EXERCISE INSTRUCTIONS: Word for word, restate each entry in the listing below.

RECORDS PROVIDED:
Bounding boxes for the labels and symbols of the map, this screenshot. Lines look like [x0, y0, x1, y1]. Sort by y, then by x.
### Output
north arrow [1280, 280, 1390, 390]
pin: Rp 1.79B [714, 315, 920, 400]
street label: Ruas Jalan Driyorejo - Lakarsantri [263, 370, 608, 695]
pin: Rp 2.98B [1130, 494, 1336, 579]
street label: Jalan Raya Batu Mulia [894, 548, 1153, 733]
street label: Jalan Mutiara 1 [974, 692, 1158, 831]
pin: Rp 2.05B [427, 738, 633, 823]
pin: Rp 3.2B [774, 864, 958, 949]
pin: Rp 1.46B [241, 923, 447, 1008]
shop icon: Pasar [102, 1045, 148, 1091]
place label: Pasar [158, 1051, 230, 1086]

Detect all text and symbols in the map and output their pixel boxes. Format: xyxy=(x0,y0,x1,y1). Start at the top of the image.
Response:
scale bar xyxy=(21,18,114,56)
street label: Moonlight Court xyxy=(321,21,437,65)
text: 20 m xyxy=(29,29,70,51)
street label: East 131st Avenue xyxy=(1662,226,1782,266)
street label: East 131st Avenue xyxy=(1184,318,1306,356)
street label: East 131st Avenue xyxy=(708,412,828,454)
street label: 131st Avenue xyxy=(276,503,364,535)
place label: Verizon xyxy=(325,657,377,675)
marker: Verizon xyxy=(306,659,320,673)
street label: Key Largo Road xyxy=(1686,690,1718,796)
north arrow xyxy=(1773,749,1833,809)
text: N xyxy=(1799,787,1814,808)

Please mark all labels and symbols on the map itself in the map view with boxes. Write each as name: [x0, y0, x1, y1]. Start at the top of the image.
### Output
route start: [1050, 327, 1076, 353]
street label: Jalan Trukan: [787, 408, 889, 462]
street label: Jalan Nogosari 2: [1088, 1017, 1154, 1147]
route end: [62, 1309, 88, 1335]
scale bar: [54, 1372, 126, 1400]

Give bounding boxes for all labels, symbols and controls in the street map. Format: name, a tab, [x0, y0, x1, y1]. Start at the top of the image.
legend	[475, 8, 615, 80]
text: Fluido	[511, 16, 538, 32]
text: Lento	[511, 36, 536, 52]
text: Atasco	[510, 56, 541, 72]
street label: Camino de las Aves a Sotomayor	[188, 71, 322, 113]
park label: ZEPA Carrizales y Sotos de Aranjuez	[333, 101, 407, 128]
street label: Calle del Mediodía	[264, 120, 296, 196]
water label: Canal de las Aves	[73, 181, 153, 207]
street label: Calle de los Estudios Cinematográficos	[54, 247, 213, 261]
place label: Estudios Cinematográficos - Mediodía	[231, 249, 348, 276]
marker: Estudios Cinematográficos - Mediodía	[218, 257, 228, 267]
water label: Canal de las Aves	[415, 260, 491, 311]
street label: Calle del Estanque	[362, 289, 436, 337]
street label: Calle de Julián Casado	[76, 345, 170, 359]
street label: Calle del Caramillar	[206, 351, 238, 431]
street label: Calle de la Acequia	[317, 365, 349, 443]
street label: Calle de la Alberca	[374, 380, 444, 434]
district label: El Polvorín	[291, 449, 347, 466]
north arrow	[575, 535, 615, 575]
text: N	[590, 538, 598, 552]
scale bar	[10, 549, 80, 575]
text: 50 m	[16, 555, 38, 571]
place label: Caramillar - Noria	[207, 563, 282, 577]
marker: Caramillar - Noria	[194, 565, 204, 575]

EXERCISE ANSWER:
Bounding boxes for the labels and symbols of the map, this screenshot. Lines look like [x0, y0, x1, y1]. Sort by y, then by x.
### Output
north arrow [1280, 280, 1390, 390]
pin: Rp 1.79B [714, 315, 920, 400]
street label: Ruas Jalan Driyorejo - Lakarsantri [263, 370, 608, 695]
pin: Rp 2.98B [1130, 494, 1336, 579]
street label: Jalan Raya Batu Mulia [894, 548, 1153, 733]
street label: Jalan Mutiara 1 [974, 692, 1158, 831]
pin: Rp 2.05B [427, 738, 633, 823]
pin: Rp 3.2B [774, 864, 958, 949]
pin: Rp 1.46B [241, 923, 447, 1008]
shop icon: Pasar [102, 1045, 148, 1091]
place label: Pasar [158, 1051, 230, 1086]

Detect all text and symbols in the map and output their pixel boxes. Format: xyxy=(x0,y0,x1,y1). Start at the top of the image.
Response:
scale bar xyxy=(21,18,114,56)
street label: Moonlight Court xyxy=(321,21,437,65)
text: 20 m xyxy=(29,29,70,51)
street label: East 131st Avenue xyxy=(1662,226,1782,266)
street label: East 131st Avenue xyxy=(1184,318,1306,356)
street label: East 131st Avenue xyxy=(708,412,828,454)
street label: 131st Avenue xyxy=(276,503,364,535)
place label: Verizon xyxy=(325,657,377,675)
marker: Verizon xyxy=(306,659,320,673)
street label: Key Largo Road xyxy=(1686,690,1718,796)
north arrow xyxy=(1773,749,1833,809)
text: N xyxy=(1799,787,1814,808)

Please mark all labels and symbols on the map itself in the map view with boxes. Write each as name: [x0, y0, x1, y1]. Start at the top of the image.
### Output
route start: [1050, 327, 1076, 353]
street label: Jalan Trukan: [787, 408, 889, 462]
street label: Jalan Nogosari 2: [1088, 1017, 1154, 1147]
route end: [62, 1309, 88, 1335]
scale bar: [54, 1372, 126, 1400]

Give bounding boxes for all labels, symbols and controls in the street map. Format: name, a tab, [x0, y0, x1, y1]. Start at the top of the image.
legend	[475, 8, 615, 80]
text: Fluido	[511, 16, 538, 32]
text: Lento	[511, 36, 536, 52]
text: Atasco	[510, 56, 541, 72]
street label: Camino de las Aves a Sotomayor	[188, 71, 322, 113]
park label: ZEPA Carrizales y Sotos de Aranjuez	[333, 101, 407, 128]
street label: Calle del Mediodía	[264, 120, 296, 196]
water label: Canal de las Aves	[73, 181, 153, 207]
street label: Calle de los Estudios Cinematográficos	[54, 247, 213, 261]
place label: Estudios Cinematográficos - Mediodía	[231, 249, 348, 276]
marker: Estudios Cinematográficos - Mediodía	[218, 257, 228, 267]
water label: Canal de las Aves	[415, 260, 491, 311]
street label: Calle del Estanque	[362, 289, 436, 337]
street label: Calle de Julián Casado	[76, 345, 170, 359]
street label: Calle del Caramillar	[206, 351, 238, 431]
street label: Calle de la Acequia	[317, 365, 349, 443]
street label: Calle de la Alberca	[374, 380, 444, 434]
district label: El Polvorín	[291, 449, 347, 466]
north arrow	[575, 535, 615, 575]
text: N	[590, 538, 598, 552]
scale bar	[10, 549, 80, 575]
text: 50 m	[16, 555, 38, 571]
place label: Caramillar - Noria	[207, 563, 282, 577]
marker: Caramillar - Noria	[194, 565, 204, 575]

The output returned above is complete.